ST JOHN’S — When Brian Cassidy first started analyzing and documenting how curlers were executing on the ice, there was a high level of skepticism.
“Typically you’d hear the players say the only numbers they cared about was the final score,” Cassidy said. “And they didn’t think there was useful information we were collecting.”
It wasn’t until media started catching onto the numbers Cassidy was compiling that players started to pay more attention. But he admits it wasn’t an easy sell. Cassidy said when he started tracking shots about 30 years ago it was a “mish-mash” of information and not very organized at all.
“It wasn’t an advanced science at that time,” he said. “One of my tasks was trying to organize the material and present it in an orderly manner so the media and the teams could understand it.”

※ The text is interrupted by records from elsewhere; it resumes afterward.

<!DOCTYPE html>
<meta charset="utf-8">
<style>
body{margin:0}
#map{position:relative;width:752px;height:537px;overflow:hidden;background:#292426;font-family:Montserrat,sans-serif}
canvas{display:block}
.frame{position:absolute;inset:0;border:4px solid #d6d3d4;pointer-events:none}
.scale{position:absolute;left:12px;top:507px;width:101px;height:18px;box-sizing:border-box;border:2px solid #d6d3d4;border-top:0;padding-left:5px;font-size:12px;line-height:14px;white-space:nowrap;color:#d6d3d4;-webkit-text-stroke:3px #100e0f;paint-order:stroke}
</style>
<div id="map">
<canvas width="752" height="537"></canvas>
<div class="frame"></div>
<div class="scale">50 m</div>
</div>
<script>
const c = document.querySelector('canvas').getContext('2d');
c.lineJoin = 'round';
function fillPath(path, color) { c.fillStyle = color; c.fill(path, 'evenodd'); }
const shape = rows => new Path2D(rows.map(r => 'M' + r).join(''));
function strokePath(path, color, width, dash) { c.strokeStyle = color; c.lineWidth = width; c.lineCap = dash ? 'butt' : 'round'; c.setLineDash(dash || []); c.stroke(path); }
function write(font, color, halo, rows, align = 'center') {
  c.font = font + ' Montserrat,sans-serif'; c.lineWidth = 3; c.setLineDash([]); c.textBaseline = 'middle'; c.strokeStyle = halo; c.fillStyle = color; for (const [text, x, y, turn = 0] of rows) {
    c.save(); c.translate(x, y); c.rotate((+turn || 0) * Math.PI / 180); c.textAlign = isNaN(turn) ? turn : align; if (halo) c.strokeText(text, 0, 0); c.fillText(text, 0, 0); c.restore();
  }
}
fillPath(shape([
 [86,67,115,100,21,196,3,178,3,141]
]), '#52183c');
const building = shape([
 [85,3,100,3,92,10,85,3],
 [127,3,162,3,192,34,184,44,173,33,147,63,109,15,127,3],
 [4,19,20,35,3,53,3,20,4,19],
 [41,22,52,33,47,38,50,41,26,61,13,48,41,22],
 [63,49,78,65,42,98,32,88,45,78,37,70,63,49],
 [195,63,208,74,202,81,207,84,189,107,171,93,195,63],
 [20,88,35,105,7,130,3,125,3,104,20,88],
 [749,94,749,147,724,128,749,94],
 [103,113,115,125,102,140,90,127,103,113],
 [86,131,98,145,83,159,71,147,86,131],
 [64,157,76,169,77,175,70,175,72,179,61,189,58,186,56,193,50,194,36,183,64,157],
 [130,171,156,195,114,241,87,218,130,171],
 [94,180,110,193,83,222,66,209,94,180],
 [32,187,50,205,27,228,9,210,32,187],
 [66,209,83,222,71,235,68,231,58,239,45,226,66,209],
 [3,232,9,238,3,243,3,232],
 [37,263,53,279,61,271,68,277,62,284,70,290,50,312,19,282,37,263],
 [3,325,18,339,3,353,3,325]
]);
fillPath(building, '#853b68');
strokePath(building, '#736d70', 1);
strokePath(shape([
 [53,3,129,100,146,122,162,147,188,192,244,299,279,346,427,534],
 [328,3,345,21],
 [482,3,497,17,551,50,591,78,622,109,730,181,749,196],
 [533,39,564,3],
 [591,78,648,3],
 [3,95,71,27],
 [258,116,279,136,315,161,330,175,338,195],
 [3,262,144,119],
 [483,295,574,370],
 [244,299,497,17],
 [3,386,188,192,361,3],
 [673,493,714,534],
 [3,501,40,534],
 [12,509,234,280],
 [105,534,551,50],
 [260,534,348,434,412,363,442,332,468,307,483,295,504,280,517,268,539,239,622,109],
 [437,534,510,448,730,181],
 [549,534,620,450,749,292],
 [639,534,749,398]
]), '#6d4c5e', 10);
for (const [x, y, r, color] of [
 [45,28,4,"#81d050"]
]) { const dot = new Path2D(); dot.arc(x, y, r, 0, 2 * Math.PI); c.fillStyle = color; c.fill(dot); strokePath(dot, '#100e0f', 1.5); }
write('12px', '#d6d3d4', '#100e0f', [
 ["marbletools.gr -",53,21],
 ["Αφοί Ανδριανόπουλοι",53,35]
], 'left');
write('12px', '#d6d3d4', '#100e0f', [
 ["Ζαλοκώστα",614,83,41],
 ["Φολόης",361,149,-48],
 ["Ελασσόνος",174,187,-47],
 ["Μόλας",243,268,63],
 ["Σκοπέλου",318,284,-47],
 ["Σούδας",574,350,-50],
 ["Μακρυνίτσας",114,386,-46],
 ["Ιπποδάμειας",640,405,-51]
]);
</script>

Everything changed in a hurry about ten years ago, when Cassidy said players and teams became fixated on the statistics and started using it to their advantage and to improve their curling game.
“As we raise the bar and organize the information better, the media gets the information out there and the players pay attention,” he said.
For his tireless stat-tracking, Cassidy will be inducted this week into the Canadian Curling Hall of Fame for developing the game’s first statistical scoring program.
“It means the ultimate acceptance of a job well done,” Cassidy said at this year’s Brier. “I’ve doing this for about 30 years and I now understand the work I’ve done is very appreciated.”
Cassidy also won the Curling Canada Award of Achievement in 1992, and was appointed to the Governor General’s Curling Club in 1996.
The proof is in the numbers
If there’s one man who knows the statistical formula for winning a curling game, it’s Cassidy. He’s the results manager at the 2017 Brier in St. John’s, making it his 81st curling event he has tracked the numbers for.
That number includes 21 Briers, 19 Scotties, 20 juniors, world and mixed events, as well as being the results curling manager at the 2010 Vancouver Olympics.
“I think it helps to tell the world statistics are important and it is useful and if you do the job well you will be rewarded,” he said.
And Cassidy said about 90 per cent of the time the teams who are rewarded in a curling game are the teams that have a combined better percentage over their opponent.
“Equally or more important is the percentage of the team. If I can outshoot my opponent at each position I’m probably going to win the game.”
That’s probably not overly surprising, Cassidy said. But he follows that up by saying there’s an odd miracle shot in a curling game here and there and can skew the stats.
“Sometimes a Hail Mary shot will pull the game out from a lower percentage.”
The biggest change for Cassidy over all these years for is the technology in tracking all the numbers. He said the early days were a paper-shuffling nightmare.
“We repaired a lot of photocopiers,” he said. “I’m delighted that we are now past that and we can email our results.”
But for all the technological advancements, Cassidy and the scoring team still write down all the numbers, pen on paper, should the computer ever let them down.